Dataset START
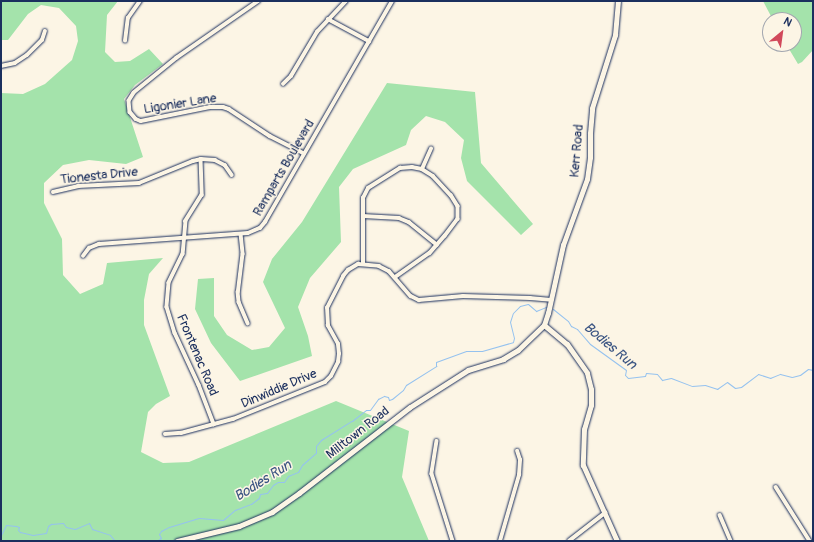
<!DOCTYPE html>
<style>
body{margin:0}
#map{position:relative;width:814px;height:542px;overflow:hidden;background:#fcf5e5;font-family:Pangolin,sans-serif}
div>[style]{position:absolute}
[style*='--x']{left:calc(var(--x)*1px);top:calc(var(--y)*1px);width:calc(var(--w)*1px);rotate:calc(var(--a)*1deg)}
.green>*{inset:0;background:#a4e3ab}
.stream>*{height:1px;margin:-0.5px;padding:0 0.5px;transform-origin:0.5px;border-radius:0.5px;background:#95c2ef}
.roads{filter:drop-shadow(0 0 1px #1b2f5e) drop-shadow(0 0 1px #1b2f5e)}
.street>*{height:3.5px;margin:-1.75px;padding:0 1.75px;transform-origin:1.75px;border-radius:1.75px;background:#fcf5e5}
.secondary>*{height:5px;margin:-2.5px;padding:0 2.5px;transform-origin:2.5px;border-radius:2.5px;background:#fcf5e5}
span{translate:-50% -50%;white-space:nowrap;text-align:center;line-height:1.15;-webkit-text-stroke:3px #fcf5e5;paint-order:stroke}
.street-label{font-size:13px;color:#1b2f5e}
.water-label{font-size:14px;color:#3a5482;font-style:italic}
.frame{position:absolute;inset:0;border:2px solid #1b2f5e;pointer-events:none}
.north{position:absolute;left:762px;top:12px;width:40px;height:40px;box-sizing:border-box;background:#fcf5e5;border:1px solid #a2a6af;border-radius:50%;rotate:29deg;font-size:11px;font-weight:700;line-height:16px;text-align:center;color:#1b2f5e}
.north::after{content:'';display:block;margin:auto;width:14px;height:18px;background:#d1495b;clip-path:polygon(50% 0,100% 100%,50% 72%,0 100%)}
</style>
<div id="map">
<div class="green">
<div style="clip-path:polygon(1px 1px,118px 1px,107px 15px,105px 52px,115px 62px,130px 61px,149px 49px,163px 64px,135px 85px,124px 99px,143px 157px,126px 164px,89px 160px,63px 165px,44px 183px,44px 203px,62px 239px,63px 275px,80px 294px,103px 284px,107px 263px,163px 258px,149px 274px,144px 300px,144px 325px,170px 396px,156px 404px,148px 412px,141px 452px,163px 463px,189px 462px,336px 401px,409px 431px,402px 477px,429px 541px,1px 541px,1px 93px,23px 94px,45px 84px,72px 60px,78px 41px,76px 26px,59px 8px,41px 5px,28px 14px,8px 40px,1px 40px)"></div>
<div style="clip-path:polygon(763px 1px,813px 1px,813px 50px,802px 62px,798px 64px,786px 44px,794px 44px,794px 20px,773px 20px)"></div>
<div style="clip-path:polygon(387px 83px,475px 92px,481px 163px,533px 224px,521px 235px,467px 181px,461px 158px,464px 140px,445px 122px,426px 116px,411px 130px,406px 145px,353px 169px,339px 187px,341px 242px,310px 278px,298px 307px,308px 336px,312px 356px,240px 381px,211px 343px,195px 309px,198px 279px,214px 278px,214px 316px,227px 335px,252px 350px,269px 347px,285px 328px,263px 282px,272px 259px,302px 222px)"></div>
</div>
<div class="stream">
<div style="--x:553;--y:309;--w:19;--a:39"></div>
<div style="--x:568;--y:321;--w:6;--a:59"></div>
<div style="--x:571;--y:326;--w:7;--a:27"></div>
<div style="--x:577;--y:329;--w:20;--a:49"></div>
<div style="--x:590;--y:344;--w:44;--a:35.8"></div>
<div style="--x:626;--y:370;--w:5;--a:101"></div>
<div style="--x:625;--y:375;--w:4;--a:45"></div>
<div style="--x:628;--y:378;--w:17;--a:-7"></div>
<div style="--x:645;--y:376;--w:3;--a:-72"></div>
<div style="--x:646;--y:373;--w:11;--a:5"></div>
<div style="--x:657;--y:374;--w:8;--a:50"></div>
<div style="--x:662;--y:380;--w:9;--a:-13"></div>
<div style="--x:671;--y:378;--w:22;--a:21"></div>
<div style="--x:692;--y:386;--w:13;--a:-4"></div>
<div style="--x:705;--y:385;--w:13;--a:18"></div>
<div style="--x:717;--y:389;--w:12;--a:-35"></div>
<div style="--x:727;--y:382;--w:10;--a:37"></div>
<div style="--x:735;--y:388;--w:6;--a:-9"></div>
<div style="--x:741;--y:387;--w:21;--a:-37"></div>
<div style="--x:758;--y:374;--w:13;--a:18"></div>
<div style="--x:770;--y:378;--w:11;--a:-22"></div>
<div style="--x:780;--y:374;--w:12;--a:14"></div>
<div style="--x:792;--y:377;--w:8;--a:-14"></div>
<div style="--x:800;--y:375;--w:10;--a:-37"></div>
<div style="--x:808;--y:369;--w:5;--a:11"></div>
<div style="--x:1;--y:535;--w:11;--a:-63"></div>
<div style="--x:6;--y:525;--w:10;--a:6"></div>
<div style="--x:16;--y:526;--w:3;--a:18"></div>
<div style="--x:19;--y:527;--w:3;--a:108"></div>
<div style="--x:18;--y:530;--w:3;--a:45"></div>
<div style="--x:20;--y:532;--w:13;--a:13"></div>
<div style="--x:33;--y:535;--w:13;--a:-9"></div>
<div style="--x:46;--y:533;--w:7;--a:-74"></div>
<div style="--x:48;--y:526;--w:4;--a:-34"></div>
<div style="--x:51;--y:524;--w:12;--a:-5"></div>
<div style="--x:63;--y:523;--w:5;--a:53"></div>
<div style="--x:66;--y:527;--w:9;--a:13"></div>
<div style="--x:75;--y:529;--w:15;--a:-23"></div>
<div style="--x:89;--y:523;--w:7;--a:63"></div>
<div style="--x:92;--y:529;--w:19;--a:18"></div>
<div style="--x:110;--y:535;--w:8;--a:50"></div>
<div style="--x:157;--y:541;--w:5;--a:-37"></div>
<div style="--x:161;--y:538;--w:4;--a:-117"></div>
<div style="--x:159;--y:534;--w:4;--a:-56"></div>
<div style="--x:161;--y:531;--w:9;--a:-27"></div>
<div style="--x:169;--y:527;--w:31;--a:-17"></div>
<div style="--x:199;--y:518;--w:24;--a:5"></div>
<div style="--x:223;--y:520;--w:16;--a:-40"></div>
<div style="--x:235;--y:510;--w:17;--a:-21"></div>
<div style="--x:251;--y:504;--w:10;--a:-37"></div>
<div style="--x:259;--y:498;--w:4;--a:-76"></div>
<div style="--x:260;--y:494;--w:7;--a:-8"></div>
<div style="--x:267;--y:493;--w:10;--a:-53"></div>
<div style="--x:273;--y:485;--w:6;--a:-31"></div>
<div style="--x:278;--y:482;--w:6;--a:0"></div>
<div style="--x:284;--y:482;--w:7;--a:-56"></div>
<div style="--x:288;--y:476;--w:11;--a:-22"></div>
<div style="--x:298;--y:472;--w:8;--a:-60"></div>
<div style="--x:302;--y:465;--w:18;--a:-41"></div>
<div style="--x:316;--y:453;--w:7;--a:-90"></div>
<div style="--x:316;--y:446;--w:8;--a:-50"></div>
<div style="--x:321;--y:440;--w:36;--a:-32"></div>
<div style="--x:352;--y:421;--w:18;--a:-38"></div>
<div style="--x:366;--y:410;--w:4;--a:0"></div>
<div style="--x:370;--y:410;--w:14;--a:-54"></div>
<div style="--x:378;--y:399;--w:7;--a:-27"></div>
<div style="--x:384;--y:396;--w:4;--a:14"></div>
<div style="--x:388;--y:397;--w:3;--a:72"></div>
<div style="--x:389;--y:400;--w:3;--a:-18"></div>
<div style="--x:392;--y:399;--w:14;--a:-39"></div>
<div style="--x:403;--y:390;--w:6;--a:-59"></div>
<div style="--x:406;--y:385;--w:36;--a:-32"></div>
<div style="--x:436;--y:366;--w:4;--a:-90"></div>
<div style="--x:436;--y:362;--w:32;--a:-20"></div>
<div style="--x:466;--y:351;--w:16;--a:0"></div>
<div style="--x:482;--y:351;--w:32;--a:-16"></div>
<div style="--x:513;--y:342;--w:4;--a:-76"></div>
<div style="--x:514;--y:338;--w:16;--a:-104"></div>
<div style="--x:510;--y:322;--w:9;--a:-72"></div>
<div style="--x:513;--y:313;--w:10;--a:-45"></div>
<div style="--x:520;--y:306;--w:8;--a:-14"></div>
<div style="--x:528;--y:304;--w:11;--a:41"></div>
<div style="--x:536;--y:311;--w:11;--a:-22"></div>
</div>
<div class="roads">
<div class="street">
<div style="--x:259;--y:1;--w:100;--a:145.2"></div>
<div style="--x:177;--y:58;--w:55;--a:140.9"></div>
<div style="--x:134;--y:93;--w:9;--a:122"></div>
<div style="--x:129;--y:101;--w:11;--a:85"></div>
<div style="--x:130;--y:112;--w:9;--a:49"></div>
<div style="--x:136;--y:119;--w:5;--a:22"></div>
<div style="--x:141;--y:121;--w:70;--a:-11.5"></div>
<div style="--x:210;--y:107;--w:13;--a:0"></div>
<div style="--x:223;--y:107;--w:6;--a:18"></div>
<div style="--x:229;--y:109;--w:49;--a:33.4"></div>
<div style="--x:270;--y:136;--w:38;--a:27"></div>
<div style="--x:328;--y:19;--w:47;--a:28.2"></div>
<div style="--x:125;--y:41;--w:23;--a:-83"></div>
<div style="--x:128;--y:18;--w:21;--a:-55"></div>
<div style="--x:1;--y:66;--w:14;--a:-12"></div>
<div style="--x:15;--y:63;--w:14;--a:-34"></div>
<div style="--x:27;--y:55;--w:21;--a:-45"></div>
<div style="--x:42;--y:40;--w:9;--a:-72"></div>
<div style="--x:283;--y:84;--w:11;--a:-45"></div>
<div style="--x:291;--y:76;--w:51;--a:-59.4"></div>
<div style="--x:317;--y:32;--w:42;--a:-46.9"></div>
<div style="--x:201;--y:159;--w:36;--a:88"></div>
<div style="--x:202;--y:195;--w:31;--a:122"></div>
<div style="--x:186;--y:221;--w:33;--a:95"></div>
<div style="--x:183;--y:254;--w:32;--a:116"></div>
<div style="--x:169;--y:283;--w:24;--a:95"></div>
<div style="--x:167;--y:307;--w:27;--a:73"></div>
<div style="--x:175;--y:333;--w:57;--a:65.2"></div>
<div style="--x:199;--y:385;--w:42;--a:69"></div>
<div style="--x:422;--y:169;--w:22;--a:-66"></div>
<div style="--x:53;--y:192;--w:26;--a:-13"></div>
<div style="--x:78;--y:186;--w:61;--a:-2.8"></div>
<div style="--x:139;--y:183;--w:58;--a:-22.2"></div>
<div style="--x:193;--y:161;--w:8;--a:-14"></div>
<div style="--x:201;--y:159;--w:14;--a:4"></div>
<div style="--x:215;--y:160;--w:11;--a:27"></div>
<div style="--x:225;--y:165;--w:12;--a:55"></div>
<div style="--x:363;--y:216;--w:36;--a:3"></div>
<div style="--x:399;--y:218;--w:11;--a:22"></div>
<div style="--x:409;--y:222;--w:36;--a:39"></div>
<div style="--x:241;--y:234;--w:20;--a:84"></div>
<div style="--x:243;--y:254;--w:38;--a:97"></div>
<div style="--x:238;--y:292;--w:10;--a:84"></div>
<div style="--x:239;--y:302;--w:23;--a:67"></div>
<div style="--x:83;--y:256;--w:10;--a:-53"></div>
<div style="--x:89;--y:248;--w:11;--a:-22"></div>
<div style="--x:99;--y:244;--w:149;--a:-4.2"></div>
<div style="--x:248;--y:233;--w:13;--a:-23"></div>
<div style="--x:260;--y:228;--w:8;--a:-50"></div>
<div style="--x:265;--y:222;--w:255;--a:-60.1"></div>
<div style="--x:363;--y:264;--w:66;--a:-90"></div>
<div style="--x:363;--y:198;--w:11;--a:-63"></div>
<div style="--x:368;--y:188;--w:38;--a:-32"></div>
<div style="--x:400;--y:168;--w:12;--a:-5"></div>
<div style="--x:412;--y:167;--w:10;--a:11"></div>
<div style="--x:422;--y:169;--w:13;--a:32"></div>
<div style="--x:433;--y:176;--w:26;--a:47"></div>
<div style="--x:451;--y:195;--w:13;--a:58"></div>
<div style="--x:458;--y:206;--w:13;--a:90"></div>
<div style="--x:458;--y:219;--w:21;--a:127"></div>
<div style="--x:445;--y:236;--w:23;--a:131"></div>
<div style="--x:430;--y:253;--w:42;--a:144.8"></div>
<div style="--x:165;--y:434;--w:16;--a:-4"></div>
<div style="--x:181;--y:433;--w:54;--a:-15.1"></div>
<div style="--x:233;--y:419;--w:99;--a:-21.9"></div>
<div style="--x:325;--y:382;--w:8;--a:-45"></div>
<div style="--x:331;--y:376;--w:16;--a:-63"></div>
<div style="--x:338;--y:362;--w:8;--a:-83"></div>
<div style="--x:339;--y:354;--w:10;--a:-96"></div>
<div style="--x:338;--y:344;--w:21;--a:-119"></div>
<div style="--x:328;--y:326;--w:18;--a:-93"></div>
<div style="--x:327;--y:308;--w:36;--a:-63"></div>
<div style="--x:343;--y:276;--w:8;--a:-50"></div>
<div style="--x:348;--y:270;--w:12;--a:-31"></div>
<div style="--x:358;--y:264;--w:21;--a:5"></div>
<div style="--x:379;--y:266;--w:11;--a:27"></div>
<div style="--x:389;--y:271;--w:33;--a:49"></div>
<div style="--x:411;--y:296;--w:9;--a:27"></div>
<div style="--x:419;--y:300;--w:44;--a:-5.2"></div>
<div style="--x:463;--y:296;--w:67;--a:1.7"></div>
<div style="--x:530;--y:298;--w:21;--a:5"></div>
<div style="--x:437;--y:441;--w:33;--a:99"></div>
<div style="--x:432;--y:474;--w:70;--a:72.6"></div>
<div style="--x:776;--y:487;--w:64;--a:57.8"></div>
<div style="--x:720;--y:515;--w:28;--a:67"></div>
<div style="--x:500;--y:541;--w:69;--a:-73.9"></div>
<div style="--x:519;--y:475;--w:15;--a:-86"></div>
<div style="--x:520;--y:460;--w:9;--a:-108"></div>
<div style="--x:569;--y:541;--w:46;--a:-37.9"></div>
</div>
<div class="secondary">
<div style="--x:544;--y:325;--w:30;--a:40"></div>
<div style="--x:567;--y:344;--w:35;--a:55"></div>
<div style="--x:587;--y:373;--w:16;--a:76"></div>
<div style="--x:591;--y:389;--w:16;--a:90"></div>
<div style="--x:591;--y:405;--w:25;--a:106"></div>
<div style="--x:584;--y:429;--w:36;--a:92"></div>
<div style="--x:583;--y:465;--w:83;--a:65.9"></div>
<div style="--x:177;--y:541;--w:64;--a:-13.6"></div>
<div style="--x:239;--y:526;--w:36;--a:-23"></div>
<div style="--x:272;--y:512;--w:33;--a:-35"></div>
<div style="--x:299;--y:493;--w:140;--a:-37.8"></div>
<div style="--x:410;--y:407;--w:69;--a:-32.5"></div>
<div style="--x:468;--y:370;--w:37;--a:-17"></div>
<div style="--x:503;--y:359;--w:17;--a:-31"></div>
<div style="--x:518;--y:350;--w:36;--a:-44"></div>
<div style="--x:544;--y:325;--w:13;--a:-72"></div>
<div style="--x:548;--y:313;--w:70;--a:-77.6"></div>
<div style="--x:563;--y:245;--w:70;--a:-70"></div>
<div style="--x:587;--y:179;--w:22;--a:-82"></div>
<div style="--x:590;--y:157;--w:24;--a:-90"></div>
<div style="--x:590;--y:133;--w:25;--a:-85"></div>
<div style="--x:592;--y:108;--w:77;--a:-72.5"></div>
<div style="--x:615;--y:35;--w:34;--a:-85"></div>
</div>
</div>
<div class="street-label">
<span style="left:180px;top:104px;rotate:-9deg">Ligonier Lane</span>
<span style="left:577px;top:151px;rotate:-85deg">Kerr Road</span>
<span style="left:284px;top:168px;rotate:-60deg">Ramparts Boulevard</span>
<span style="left:99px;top:176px;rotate:-6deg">Tionesta Drive</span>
<span style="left:197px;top:355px;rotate:67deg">Frontenac Road</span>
<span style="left:279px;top:389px;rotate:-23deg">Dinwiddie Drive</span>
<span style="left:358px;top:433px;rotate:-38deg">Milltown Road</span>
</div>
<div class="water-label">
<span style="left:610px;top:346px;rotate:40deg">Bodies Run</span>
<span style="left:263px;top:481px;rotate:-32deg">Bodies Run</span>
</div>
<div class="frame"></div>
<div class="north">N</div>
</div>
Dataset END
Look for the word "stream" in every line of the listing and copy the lines that have it.

.stream>*{height:1px;margin:-0.5px;padding:0 0.5px;transform-origin:0.5px;border-radius:0.5px;background:#95c2ef}
<div class="stream">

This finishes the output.